Character is not a fancy coat we put on for show. It's who we really are. Michael JosephsonYesterday I attended an all day seminar sponsored by HUB. It was a day of great speakers, brilliant ideas and many shining moments. One moment, however, resonates, fills my heart and opens me up to the wonder and the power of Love.
After nine stimulating hours of sitting in a hotel conference room, listening and learning, feeling inspired, touched, compelled to hear the call of my human spirit awakening to its brilliance, I walked out of the room feeling full and complete. I said good-bye to a few people, chatted with one of the speakers about a possible course he might be willing to come and put on at the shelter where I work, and headed towards the exit.
The hotel is comprised of two separate buildings, one across the street from the other. To access either building from the other, you take the elevator to the third floor and walk across a covered bridge which spans the busy avenue below.
When I had arrived that morning, I wasn't sure which building the session would be held in. I'd parked in the first spot I found and had to take the walkway over to the other side. In trying to get back to the other building that evening, I couldn't find the elevator, nor the stairwell. I was lost.
As I walked around the lobby, looking for help, I saw a waitress setting up a buffet table in the lobby restaurant. I walked over to ask for assistance and as I approached, she looked at me, smiled and said, "Louise. How wonderful to see you."
I knew I knew her but couldn't place how. "Hi!" I glanced at her name tag. "Claire*. I know I know you but I can't remember from where."
She smiled. Glanced around to see if anyone was within earshot. "From the shelter," she said. "I was a client there."
My eyes widened in wonder. "Wow! I wouldn't have recognized you. You look fabulous," I told her.
And she does. Her once gaunt face has filled out. Her eyes sparkle. Claire, when I knew her at the shelter was a crack addict. While there, she drifted in and out of sobriety, in and out of rehab with never a stint of sobriety lasting longer than a couple of weeks.
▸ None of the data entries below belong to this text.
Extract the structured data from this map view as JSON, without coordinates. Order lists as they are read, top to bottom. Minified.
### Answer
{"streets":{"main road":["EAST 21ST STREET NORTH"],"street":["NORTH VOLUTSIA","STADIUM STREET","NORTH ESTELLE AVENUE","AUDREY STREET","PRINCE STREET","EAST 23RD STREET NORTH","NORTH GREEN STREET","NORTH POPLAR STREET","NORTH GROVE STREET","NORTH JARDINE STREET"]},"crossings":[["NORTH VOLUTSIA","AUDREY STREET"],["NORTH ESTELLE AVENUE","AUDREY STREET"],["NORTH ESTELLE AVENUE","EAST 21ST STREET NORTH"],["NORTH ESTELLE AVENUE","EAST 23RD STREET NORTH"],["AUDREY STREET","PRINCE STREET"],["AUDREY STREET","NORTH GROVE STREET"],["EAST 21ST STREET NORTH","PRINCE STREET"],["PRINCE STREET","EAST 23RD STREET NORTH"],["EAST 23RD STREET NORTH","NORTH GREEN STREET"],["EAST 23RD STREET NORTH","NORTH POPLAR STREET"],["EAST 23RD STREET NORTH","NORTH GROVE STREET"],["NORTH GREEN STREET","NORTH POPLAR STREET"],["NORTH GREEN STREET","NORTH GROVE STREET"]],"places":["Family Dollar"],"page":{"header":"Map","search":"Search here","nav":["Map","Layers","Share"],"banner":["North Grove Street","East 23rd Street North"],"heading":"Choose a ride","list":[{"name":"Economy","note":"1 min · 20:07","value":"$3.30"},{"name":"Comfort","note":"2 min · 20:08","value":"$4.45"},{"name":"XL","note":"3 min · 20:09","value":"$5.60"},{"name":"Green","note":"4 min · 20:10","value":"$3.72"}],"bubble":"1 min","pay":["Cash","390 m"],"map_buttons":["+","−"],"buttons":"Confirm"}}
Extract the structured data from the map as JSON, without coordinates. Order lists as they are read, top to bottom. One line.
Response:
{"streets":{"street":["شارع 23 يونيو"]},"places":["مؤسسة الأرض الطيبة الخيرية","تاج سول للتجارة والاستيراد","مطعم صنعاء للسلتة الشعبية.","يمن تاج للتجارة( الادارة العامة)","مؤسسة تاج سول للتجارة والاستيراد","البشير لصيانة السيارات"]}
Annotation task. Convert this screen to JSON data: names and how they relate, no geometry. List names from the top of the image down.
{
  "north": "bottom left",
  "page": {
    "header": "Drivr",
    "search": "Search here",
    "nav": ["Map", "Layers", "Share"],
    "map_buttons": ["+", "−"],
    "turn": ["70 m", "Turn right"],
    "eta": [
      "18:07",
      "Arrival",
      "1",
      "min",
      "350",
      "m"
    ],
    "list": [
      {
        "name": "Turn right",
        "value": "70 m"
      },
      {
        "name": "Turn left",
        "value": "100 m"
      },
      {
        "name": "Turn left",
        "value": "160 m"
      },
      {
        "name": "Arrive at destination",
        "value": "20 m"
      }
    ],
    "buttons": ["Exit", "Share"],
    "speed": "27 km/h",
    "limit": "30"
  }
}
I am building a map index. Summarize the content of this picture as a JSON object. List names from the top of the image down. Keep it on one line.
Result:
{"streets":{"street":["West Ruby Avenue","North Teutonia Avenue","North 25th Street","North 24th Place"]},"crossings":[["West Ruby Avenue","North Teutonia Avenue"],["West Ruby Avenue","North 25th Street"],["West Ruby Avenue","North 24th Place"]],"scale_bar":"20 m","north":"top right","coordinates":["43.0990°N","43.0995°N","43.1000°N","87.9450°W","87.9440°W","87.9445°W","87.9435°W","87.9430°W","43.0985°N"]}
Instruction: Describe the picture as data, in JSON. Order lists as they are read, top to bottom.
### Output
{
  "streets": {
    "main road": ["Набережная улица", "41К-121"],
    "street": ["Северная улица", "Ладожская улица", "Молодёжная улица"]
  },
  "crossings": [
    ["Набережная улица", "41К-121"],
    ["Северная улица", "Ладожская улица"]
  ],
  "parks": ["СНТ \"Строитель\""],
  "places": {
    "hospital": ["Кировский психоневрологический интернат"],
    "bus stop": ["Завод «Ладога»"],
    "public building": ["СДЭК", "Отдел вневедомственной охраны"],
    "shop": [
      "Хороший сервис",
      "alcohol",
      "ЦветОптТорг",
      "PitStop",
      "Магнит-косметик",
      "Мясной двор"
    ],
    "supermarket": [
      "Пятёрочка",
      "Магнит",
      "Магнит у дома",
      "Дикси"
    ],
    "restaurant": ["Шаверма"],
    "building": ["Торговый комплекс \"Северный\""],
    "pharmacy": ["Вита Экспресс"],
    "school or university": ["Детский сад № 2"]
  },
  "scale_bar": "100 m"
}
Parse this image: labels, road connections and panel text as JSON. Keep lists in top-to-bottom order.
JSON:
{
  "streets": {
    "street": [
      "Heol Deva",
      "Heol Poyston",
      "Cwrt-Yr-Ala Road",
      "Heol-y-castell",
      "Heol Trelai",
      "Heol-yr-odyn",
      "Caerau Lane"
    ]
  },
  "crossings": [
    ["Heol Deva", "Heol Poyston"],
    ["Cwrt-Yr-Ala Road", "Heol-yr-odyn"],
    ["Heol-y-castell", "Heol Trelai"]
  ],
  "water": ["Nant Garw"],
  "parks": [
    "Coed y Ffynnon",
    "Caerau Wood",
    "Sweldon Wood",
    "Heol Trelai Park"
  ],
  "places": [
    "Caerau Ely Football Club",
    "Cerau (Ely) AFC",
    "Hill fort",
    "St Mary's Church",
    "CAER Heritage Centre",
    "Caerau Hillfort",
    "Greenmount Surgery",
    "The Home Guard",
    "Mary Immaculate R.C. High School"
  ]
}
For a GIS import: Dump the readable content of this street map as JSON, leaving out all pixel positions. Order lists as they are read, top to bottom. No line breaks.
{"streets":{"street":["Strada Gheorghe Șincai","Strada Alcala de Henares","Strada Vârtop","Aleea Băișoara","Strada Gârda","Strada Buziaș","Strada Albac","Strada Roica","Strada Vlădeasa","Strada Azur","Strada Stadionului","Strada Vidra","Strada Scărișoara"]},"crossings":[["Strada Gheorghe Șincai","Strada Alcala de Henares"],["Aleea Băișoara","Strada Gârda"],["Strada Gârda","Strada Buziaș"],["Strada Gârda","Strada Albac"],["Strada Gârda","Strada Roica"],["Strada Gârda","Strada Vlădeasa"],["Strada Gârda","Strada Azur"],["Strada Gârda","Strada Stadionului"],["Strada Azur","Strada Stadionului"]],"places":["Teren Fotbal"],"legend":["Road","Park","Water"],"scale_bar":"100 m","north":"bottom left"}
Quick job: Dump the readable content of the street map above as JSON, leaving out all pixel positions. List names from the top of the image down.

When high, she flitted like a butterfly, laughing and joking with everyone. When coming down, she drifted through the room like a wounded sparrow, dragging broken wing, fluttering feebly, fearful it would never fly again. When sober, she volunteered. Helped out where ever she could, constantly staying busy in the hope she would not succumb to the call of the drugs eating at her peace of mind. "I want to be sober," she would tell me. "I really want it, but I'm too scared to let go of the drugs."
She's been clean and sober for ten months.
"I'm loving it," she told me. "Love being sober. Love getting to know me again," she laughed. "I was too afraid to do that before." She glanced upwards, pointed above. "It's a miracle. I'd be dead by now if He hadn't found me lying in the dirt and picked me up. I am so grateful for His Love."
We chatted for a bit. My eyes welled up several times as she told me about her journey, her struggle, her letting go and surrendering to Love. "Nobody here [the hotel where she works] knows where I came from," she told me. "I'm not quite ready for that. But, my family knows and they still love me so I figure I'll get there yet."
She gave me a hug. "I want to come back and volunteer. I want to help others," she said. "And I'm writing. Just like you told me to. I write every day."
I gave her my card. "Please call me soon. I'd love to go for coffee and chat."
She took my card, tucked it into her pocket and gave me another hug. "I've always wanted to thank you for being so kind and gracious. You always treated me, and everyone else, with respect. It meant a lot. You reminded me of what was possible even when I was high and running scared."
I wanted to brush off her compliment. To slip away and let it slide off me. I chose instead to hold onto it. To accept it. Receive it. Honour it. To let her words lift me up and to give her my appreciation for sharing her feelings with me.
"Thank you," I said. "Your words mean a lot to me. Seeing you has made a wonderful day into a superb event. I'm so glad you are alive."
If I had chosen to go outside and walk along the sidewalk back to the other building, I would never have seen her.
If I had not been lost and stopped to ask for directions, I would never have encountered her.
There are no accidents.
Only moments to live with gratitude and love. Moments to fill with the joy of knowing, in this moment I am complete. I am enough. I am a shining spirit radiating Love.
Yesterday, I attended a HUB conference and was moved by the powerful words and actions of the people surrounding me.
Yesterday, I was reminded of the magnificence of the human spirit when it soars free of limiting behaviours that tie us to the belief we do not deserve Love.
Love is all we deserve. All we need. All there is to fall into. Love makes us shine.
Nameste.
* not her real name
2 comments:
what a wonderful experience.
how lovely to see a great success. it must help remind you of what is possible and that although you do not see the results all the time, you are touching people and making their lives better -- you are helping to save lives. be proud of you and be proud of clare.
it is true what they say that so long as you keep trying, you have a chance to get there. it is when you stop trying that you have failed. in all her attempts to kick her drug habit, clare was trying. she finally made it -- she persevered and succeeded. good for her.
storm
So very true, Storm. Since working at the shelter I have come to realize that success is in not in the grand gesture, it is found in standing up every day and taking another step, even after we fall down.